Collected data
_ _ _
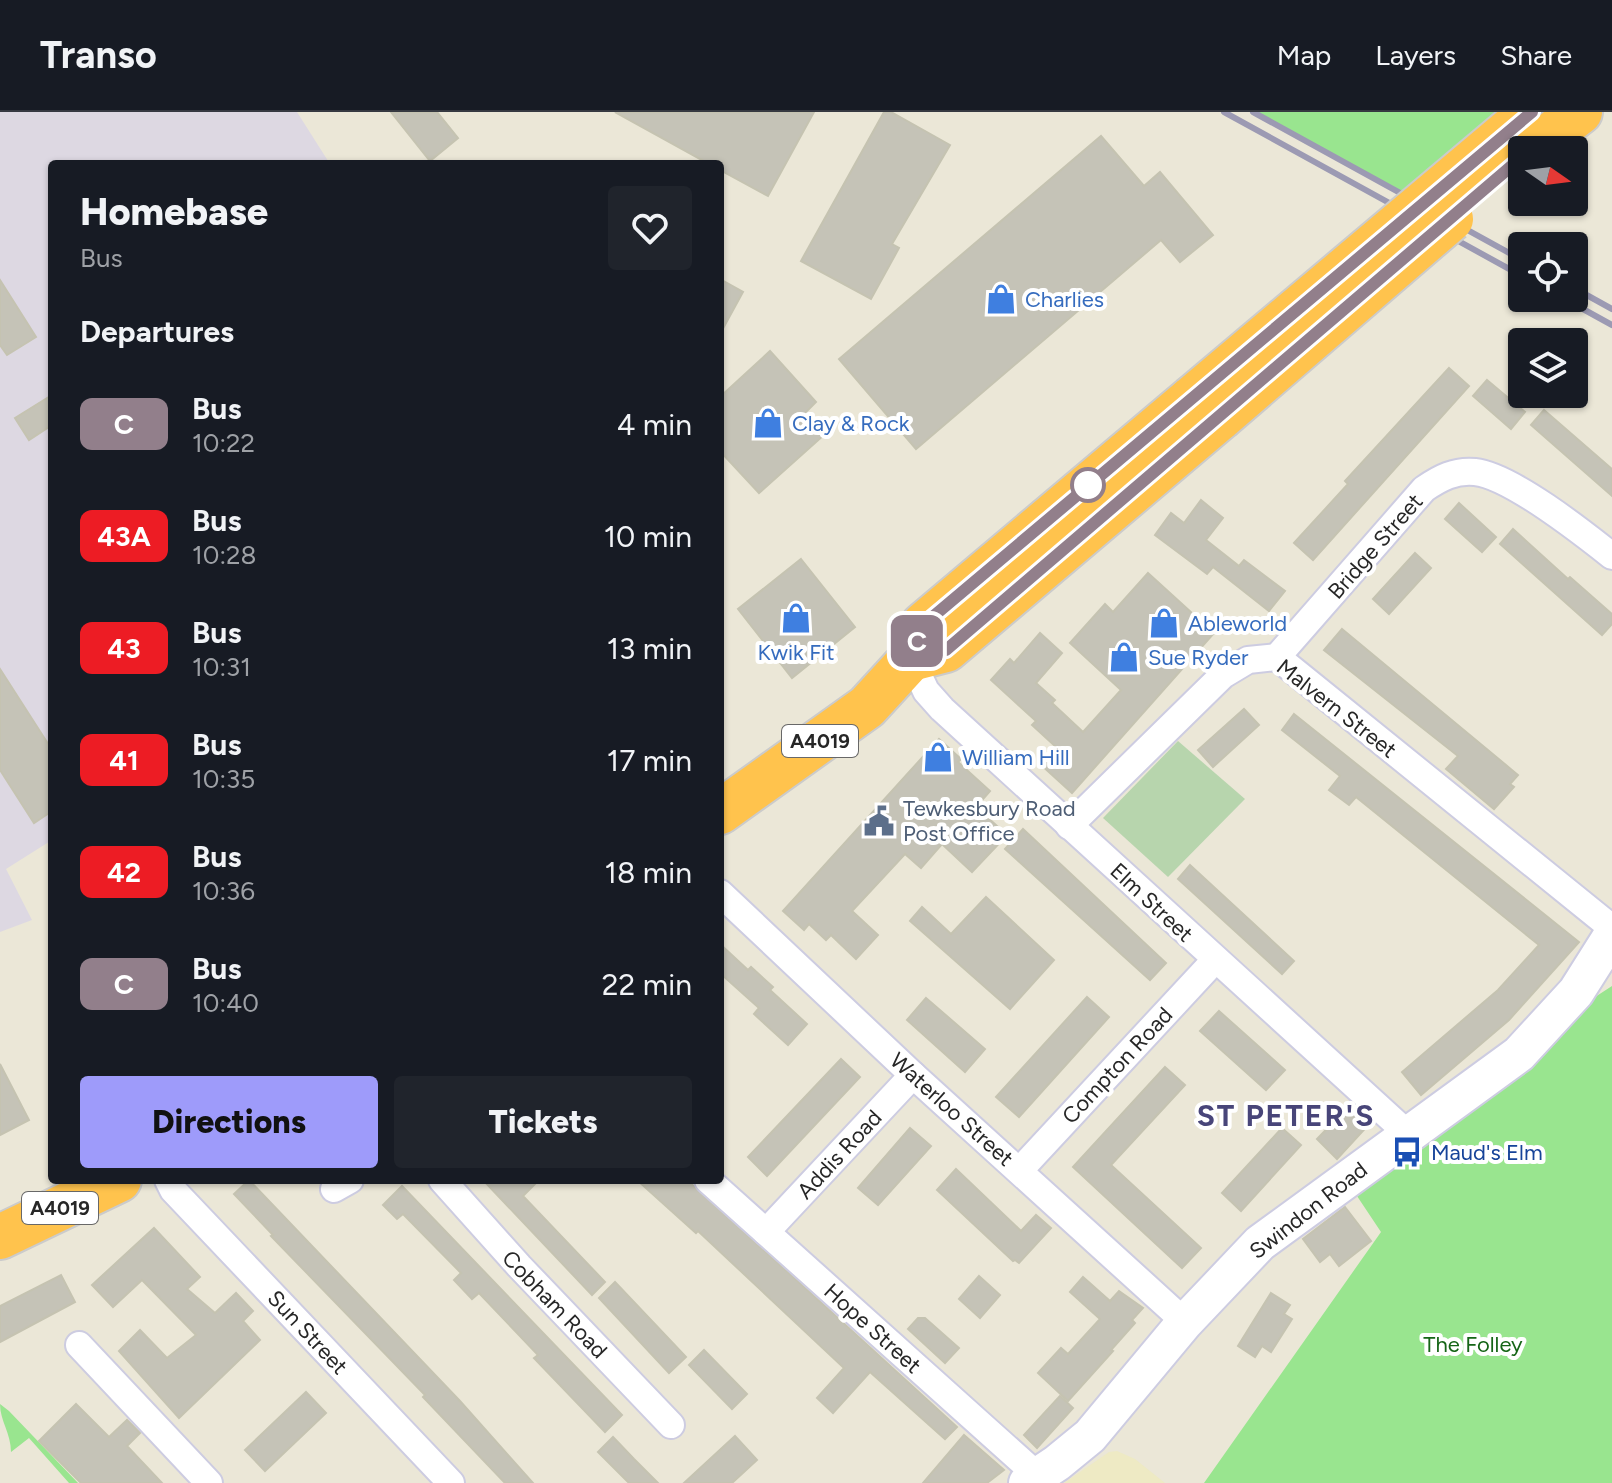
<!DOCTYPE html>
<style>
:root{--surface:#171b24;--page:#20242c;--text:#f1f3f6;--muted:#9ea1a6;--line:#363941;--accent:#9e9bfa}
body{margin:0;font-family:Figtree,sans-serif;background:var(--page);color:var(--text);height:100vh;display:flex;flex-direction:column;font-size:30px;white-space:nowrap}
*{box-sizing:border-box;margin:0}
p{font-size:26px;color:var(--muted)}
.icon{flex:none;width:44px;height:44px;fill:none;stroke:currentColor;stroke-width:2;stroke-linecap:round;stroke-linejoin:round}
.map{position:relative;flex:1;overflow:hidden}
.sheet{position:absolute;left:48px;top:48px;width:676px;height:1024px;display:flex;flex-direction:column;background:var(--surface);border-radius:8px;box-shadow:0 2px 6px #0004}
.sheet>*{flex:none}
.badge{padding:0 16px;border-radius:12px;font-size:28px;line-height:52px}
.needle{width:52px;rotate:104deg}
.controls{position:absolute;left:1508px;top:24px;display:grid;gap:16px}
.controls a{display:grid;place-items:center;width:80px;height:80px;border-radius:8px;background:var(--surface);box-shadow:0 2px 6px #0004;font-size:40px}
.map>.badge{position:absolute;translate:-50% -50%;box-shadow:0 0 0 4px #fff}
h2{padding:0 32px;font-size:30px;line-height:72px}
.round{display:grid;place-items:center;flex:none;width:84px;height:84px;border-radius:8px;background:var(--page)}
.summary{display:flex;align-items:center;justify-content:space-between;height:136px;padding:0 32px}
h1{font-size:38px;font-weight:800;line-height:60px}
.primary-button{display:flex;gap:16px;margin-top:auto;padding:16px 32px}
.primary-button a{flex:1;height:92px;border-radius:8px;background:var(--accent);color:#111;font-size:32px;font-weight:800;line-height:92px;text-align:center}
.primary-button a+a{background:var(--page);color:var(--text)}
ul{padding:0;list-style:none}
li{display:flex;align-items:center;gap:24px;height:112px;padding:0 32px}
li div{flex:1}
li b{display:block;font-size:30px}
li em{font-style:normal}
li .badge{min-width:88px;font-weight:700;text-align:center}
header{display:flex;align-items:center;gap:48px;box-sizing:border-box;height:112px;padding:0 40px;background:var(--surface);border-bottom:2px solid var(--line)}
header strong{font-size:38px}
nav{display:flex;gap:44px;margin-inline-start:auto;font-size:28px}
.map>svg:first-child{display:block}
.industrial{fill:#ddd8e2}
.education{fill:#eeeac4}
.green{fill:#99e58f}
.cemetery{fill:#b7d5ad}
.building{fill:#c5c3b7;stroke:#c5c3b1;stroke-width:2}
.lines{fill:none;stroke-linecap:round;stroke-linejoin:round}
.street-casing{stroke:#cdcce1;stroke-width:30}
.secondary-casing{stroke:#cdcce1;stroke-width:40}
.highway-casing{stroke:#cbcbcb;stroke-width:48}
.street{stroke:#fff;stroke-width:26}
.secondary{stroke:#fff;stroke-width:36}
.highway{stroke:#ffc34d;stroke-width:44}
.rail{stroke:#9c9ab3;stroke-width:6}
.highway-bridge-casing{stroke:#cbcbcb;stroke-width:48;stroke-linecap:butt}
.highway-bridge{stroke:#ffc34d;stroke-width:44}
.line-casing{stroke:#fff;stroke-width:18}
.line{stroke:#927f8b;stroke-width:12}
.stop-dot{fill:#fff;stroke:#927f8b;stroke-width:4}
.labels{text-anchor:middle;stroke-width:8;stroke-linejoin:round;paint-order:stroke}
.shield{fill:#fff;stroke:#686868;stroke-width:2}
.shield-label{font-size:20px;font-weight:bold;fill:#272727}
.shop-label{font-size:22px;fill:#366cbe;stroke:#fff;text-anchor:start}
.street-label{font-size:22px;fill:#272727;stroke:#fff}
.service-label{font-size:22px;fill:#4e5e75;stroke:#fff;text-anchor:start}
.transit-label{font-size:22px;fill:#164399;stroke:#fff;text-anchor:start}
.park-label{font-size:22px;fill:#156516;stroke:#fff}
.district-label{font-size:30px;font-weight:bold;letter-spacing:2px;fill:#484579;stroke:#fff}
</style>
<header>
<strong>Transo</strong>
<nav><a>Map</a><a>Layers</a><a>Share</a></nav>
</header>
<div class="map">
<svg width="1612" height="1371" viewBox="0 0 1612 1371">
<rect width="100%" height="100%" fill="#ebe7d7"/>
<polygon class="industrial" points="0,0 297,0 330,52 52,52 52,728 6,757 32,808 0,820"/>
<polygon class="education" points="1117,1339 1135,1347 1165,1371 1064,1371 1109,1340"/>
<g class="green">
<polygon points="1253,0 1532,0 1404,83"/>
<polygon points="1612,874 1612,1371 1204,1371 1381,1120 1357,1084 1531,955 1592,887"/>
<path d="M0,1292L9,1299L78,1371H69L29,1326L11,1340C11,1321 0,1309 0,1292Z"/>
</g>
<polygon class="cemetery" points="1178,629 1245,687 1168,765 1103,706"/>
<g class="building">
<polygon points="391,0 437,0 458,26 430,49"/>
<polygon points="615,0 814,0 768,84 720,58 720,52 709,52"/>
<polygon points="884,0 891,0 950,33 892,132 899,136 871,187 801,149"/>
<polygon points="1101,24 1144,74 1160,60 1213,123 1180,150 1161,128 916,337 839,247"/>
<polygon points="720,167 743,180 720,222"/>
<polygon points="0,168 36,225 7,243 0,233"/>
<polygon points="770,239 816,290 806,300 824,323 759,381 720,339 720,285"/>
<polygon points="1449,256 1469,274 1313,448 1294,431 1348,372 1345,369"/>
<polygon points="1487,268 1525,300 1511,317 1473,284"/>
<polygon points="52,283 52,313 29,328 15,306"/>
<polygon points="1544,298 1612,357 1612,384 1531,313"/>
<polygon points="1201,388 1223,406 1206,428 1239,454 1244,448 1285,479 1269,499 1213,455 1207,462 1155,423 1171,401 1184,411"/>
<polygon points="1459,391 1496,425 1482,440 1445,407"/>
<polygon points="1513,417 1568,467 1570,465 1612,502 1612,512 1602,523 1500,432"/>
<polygon points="1415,441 1431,456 1389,502 1373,487"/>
<polygon points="801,447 855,515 792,566 738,497"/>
<polygon points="1148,461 1214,521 1072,681 1040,652 1056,635 1032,613 1036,609 991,568 1010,547 1014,551 1040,521 1062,541 1036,571 1055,588 1052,591 1083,620 1121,578 1070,531 1105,492 1113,500"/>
<polygon points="1342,517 1518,663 1510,672 1514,675 1494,697 1446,657 1458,644 1324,538"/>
<polygon points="0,557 52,638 52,699 34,711 0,658"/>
<polygon points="1244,597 1259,613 1213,655 1198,638"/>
<polygon points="1294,602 1579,830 1509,908 1421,983 1402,960 1498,878 1539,833 1356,685 1349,693 1329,678 1340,664 1282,618"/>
<polygon points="939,627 961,647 958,650 990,679 976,695 1007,723 972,760 942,732 921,756 905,742 852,799 878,823 856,847 831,823 826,828 809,812 804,818 783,799"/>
<polygon points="1023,717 1166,851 1150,868 1005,737"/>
<polygon points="1190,753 1294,849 1282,862 1178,767"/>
<polygon points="986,785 1054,848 1010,897 910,809 922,795 951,822"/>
<polygon points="720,832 748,858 751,855 773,875 770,878 807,912 788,933 754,902 759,896 720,861"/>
<polygon points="1087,885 1109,905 1019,1005 996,985"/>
<polygon points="926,886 985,937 965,960 907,908"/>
<polygon points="1219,899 1285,958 1266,978 1200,919"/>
<polygon points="841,947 860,965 767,1064 748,1045"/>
<polygon points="0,952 29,1008 0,1023"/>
<polygon points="1165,955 1185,973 1111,1053 1201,1136 1182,1156 1073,1055"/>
<polygon points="1351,992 1371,1010 1337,1047 1317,1027"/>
<polygon points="910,1016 931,1034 878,1093 858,1076"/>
<polygon points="1282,1016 1301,1033 1241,1099 1222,1081"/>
<polygon points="956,1057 1021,1119 1036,1103 1051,1116 1019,1151 1015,1148 1013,1149 937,1078"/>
<polygon points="249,1068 460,1289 533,1371 505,1371 423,1285 425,1283 271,1124 273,1123 234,1082"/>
<polygon points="483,1068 539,1068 523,1084 605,1170 592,1183"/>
<polygon points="637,1068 687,1068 957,1315 945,1327 870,1260 833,1301 817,1286 844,1256 698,1119 696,1121"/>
<polygon points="402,1074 622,1303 605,1320 534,1246 538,1243 479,1181 472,1187 454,1168 461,1161 403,1102 397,1107 383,1093"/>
<polygon points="1345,1095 1371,1129 1339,1154 1330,1142 1320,1150 1303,1127"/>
<polygon points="154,1116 200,1165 187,1177 215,1201 236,1181 253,1199 243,1209 260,1228 179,1306 119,1239 140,1218 167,1246 196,1223 142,1168 113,1195 92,1173"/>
<polygon points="61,1163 75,1190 0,1230 0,1194"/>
<polygon points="979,1164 1000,1183 980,1206 959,1187"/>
<polygon points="1083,1165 1110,1189 1119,1179 1143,1196 1132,1208 1135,1211 1111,1238 1113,1239 1068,1289 1038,1261 1061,1236 1068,1242 1100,1207 1070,1180"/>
<polygon points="615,1170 686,1245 669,1261 599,1186"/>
<polygon points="1271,1181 1290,1193 1284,1202 1292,1207 1271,1240 1262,1234 1255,1245 1238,1234"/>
<polygon points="918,1206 925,1206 959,1236 945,1251 908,1217"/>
<polygon points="704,1238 747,1282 732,1297 689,1253"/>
<polygon points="306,1280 326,1301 265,1359 245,1338"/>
<polygon points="1060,1284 1073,1296 1037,1336 1024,1323"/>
<polygon points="76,1292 109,1325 127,1308 140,1321 127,1334 162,1371 81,1371 39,1329"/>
<polygon points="964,1323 1004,1358 987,1371 923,1371"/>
<polygon points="735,1324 757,1348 732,1371 684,1371"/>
<polygon points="613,1325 634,1347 658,1371 629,1371 598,1340"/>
</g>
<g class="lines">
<g class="street-casing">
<g id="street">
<path d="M1277,545L1424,377C1440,366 1455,358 1475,360C1511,364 1583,421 1612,444"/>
<polyline points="911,547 926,579 942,597 1408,1022"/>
<polyline points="1069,714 1223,563 1248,548 1277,545 1612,816"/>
<polyline points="720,781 913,963 1185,1210"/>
<polyline points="1020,1058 1215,848"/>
<polyline points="168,1068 173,1078 451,1371"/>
<polyline points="442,1068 519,1154 671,1313"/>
<polyline points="708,1068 1038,1364"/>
<polyline points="334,1077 350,1068"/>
<polyline points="766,1120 913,963"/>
<polyline points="79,1233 209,1371"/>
</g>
</g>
<g class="secondary-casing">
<polyline id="secondary" points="1027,1371 1057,1351 1090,1324 1185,1210 1260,1131 1519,942 1576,880 1612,823"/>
</g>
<g class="highway-casing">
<g id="highway">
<polyline points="1531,38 1580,0"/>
<polyline points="911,547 946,538 1220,306"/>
<polyline points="720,700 867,595 911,547 923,513 1192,286"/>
<polyline points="0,1125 119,1068"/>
</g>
</g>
<use href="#street" class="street"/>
<use href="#secondary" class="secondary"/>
<use href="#highway" class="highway"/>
<g class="rail">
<polyline points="1224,0 1522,164"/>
<polyline points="1253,0 1522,148"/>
<polyline points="1574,176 1612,197"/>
<polyline points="1563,186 1612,213"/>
</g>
<g class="highway-bridge-casing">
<g id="highway-bridge">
<polyline points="1192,286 1516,13"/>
<polyline points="1220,306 1451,107"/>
</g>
</g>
<use href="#highway-bridge" class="highway-bridge"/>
</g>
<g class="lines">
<g class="line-casing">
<polyline id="line" points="1522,45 946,538 911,547 923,513 1532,0"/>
</g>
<use href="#line" class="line"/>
</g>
<defs>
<g id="shop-bare" transform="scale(2.4)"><path d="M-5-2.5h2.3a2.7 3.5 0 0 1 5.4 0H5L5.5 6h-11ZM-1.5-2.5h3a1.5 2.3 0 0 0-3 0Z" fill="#3f7fe0" stroke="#fff" stroke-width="2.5" paint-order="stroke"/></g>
<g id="civic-bare" transform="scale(2.4)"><path d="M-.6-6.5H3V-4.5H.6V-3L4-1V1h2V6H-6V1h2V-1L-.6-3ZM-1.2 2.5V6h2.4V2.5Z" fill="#5c6f8a" stroke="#fff" stroke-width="2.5" paint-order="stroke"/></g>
<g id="bus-bare" transform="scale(2.4)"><path d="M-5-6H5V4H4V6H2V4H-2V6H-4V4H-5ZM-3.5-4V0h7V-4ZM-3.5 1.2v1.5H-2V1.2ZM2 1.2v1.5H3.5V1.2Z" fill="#1a4fb4" stroke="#fff" stroke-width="2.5" paint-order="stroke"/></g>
</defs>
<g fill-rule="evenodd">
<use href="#shop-bare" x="1001" y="187"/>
<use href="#shop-bare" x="768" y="311"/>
<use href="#shop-bare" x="796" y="506"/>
<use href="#shop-bare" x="1164" y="511"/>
<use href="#shop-bare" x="1124" y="545"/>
<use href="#shop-bare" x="938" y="645"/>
<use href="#civic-bare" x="879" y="709"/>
<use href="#bus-bare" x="1407" y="1040"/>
</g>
<circle class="stop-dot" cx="1088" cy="373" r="16"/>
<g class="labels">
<g class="shield">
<rect x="782" y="613" width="76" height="32" rx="6"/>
<rect x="22" y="1080" width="76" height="32" rx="6"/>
</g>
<g class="shield-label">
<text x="820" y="636">A4019</text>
<text x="60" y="1103">A4019</text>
</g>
<g class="shop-label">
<text x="1025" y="195">Charlies</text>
<text x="792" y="319">Clay &amp; Rock</text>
<text x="1188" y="519">Ableworld</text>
<text x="796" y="548" text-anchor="middle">Kwik Fit</text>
<text x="1148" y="553">Sue Ryder</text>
<text x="962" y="653">William Hill</text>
</g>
<g class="street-label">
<text transform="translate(1375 434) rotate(-49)" y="8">Bridge Street</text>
<text transform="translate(1337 596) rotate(38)" y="8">Malvern Street</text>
<text transform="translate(1152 790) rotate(43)" y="8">Elm Street</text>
<text transform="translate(1117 953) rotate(-47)" y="8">Compton Road</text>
<text transform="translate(952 997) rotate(42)" y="8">Waterloo Street</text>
<text transform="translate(839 1042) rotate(-47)" y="8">Addis Road</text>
<text transform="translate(1308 1098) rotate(-38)" y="8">Swindon Road</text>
<text transform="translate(555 1192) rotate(46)" y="8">Cobham Road</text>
<text transform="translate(873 1216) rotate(42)" y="8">Hope Street</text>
<text transform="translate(308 1220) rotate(47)" y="8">Sun Street</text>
</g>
<g class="service-label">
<text x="903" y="704">Tewkesbury Road<tspan x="903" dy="25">Post Office</tspan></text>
</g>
<g class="transit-label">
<text x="1431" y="1048">Maud's Elm</text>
</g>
<g class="park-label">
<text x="1473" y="1240">The Folley</text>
</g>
<g class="district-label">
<text x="1286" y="1014">ST PETER'S</text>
</g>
</g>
</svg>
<div class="controls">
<a><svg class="needle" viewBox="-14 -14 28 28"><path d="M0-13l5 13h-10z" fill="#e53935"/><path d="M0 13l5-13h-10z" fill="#9ea1a6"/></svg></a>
<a><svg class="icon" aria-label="locate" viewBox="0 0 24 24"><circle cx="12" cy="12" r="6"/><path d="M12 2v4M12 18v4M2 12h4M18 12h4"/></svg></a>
<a><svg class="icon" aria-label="layers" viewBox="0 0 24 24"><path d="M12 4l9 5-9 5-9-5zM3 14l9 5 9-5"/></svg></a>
</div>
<b class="badge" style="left:917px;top:529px;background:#927f8b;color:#fff">C</b>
<section class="sheet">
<div class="summary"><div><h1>Homebase</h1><p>Bus</p></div><a class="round"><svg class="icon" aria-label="heart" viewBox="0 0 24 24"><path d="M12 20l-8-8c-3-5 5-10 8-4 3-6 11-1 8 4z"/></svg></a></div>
<h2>Departures</h2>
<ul>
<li><span class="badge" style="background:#927f8b;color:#fff">C</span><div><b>Bus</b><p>10:22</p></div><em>4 min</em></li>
<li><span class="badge" style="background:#ed1c24;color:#fff">43A</span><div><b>Bus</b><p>10:28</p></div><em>10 min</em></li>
<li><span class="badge" style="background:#ed1c24;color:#fff">43</span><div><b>Bus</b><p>10:31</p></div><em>13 min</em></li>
<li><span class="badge" style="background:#ed1c24;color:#fff">41</span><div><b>Bus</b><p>10:35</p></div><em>17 min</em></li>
<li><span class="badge" style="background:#ed1c24;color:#fff">42</span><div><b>Bus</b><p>10:36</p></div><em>18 min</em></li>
<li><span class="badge" style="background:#927f8b;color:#fff">C</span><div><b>Bus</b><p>10:40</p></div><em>22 min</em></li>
</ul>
<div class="primary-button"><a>Directions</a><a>Tickets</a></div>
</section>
</div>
_ _ _
Gather from the data above every line with the string "strong".

**WRITTEN REPLY**
header strong{font-size:38px}
<strong>Transo</strong>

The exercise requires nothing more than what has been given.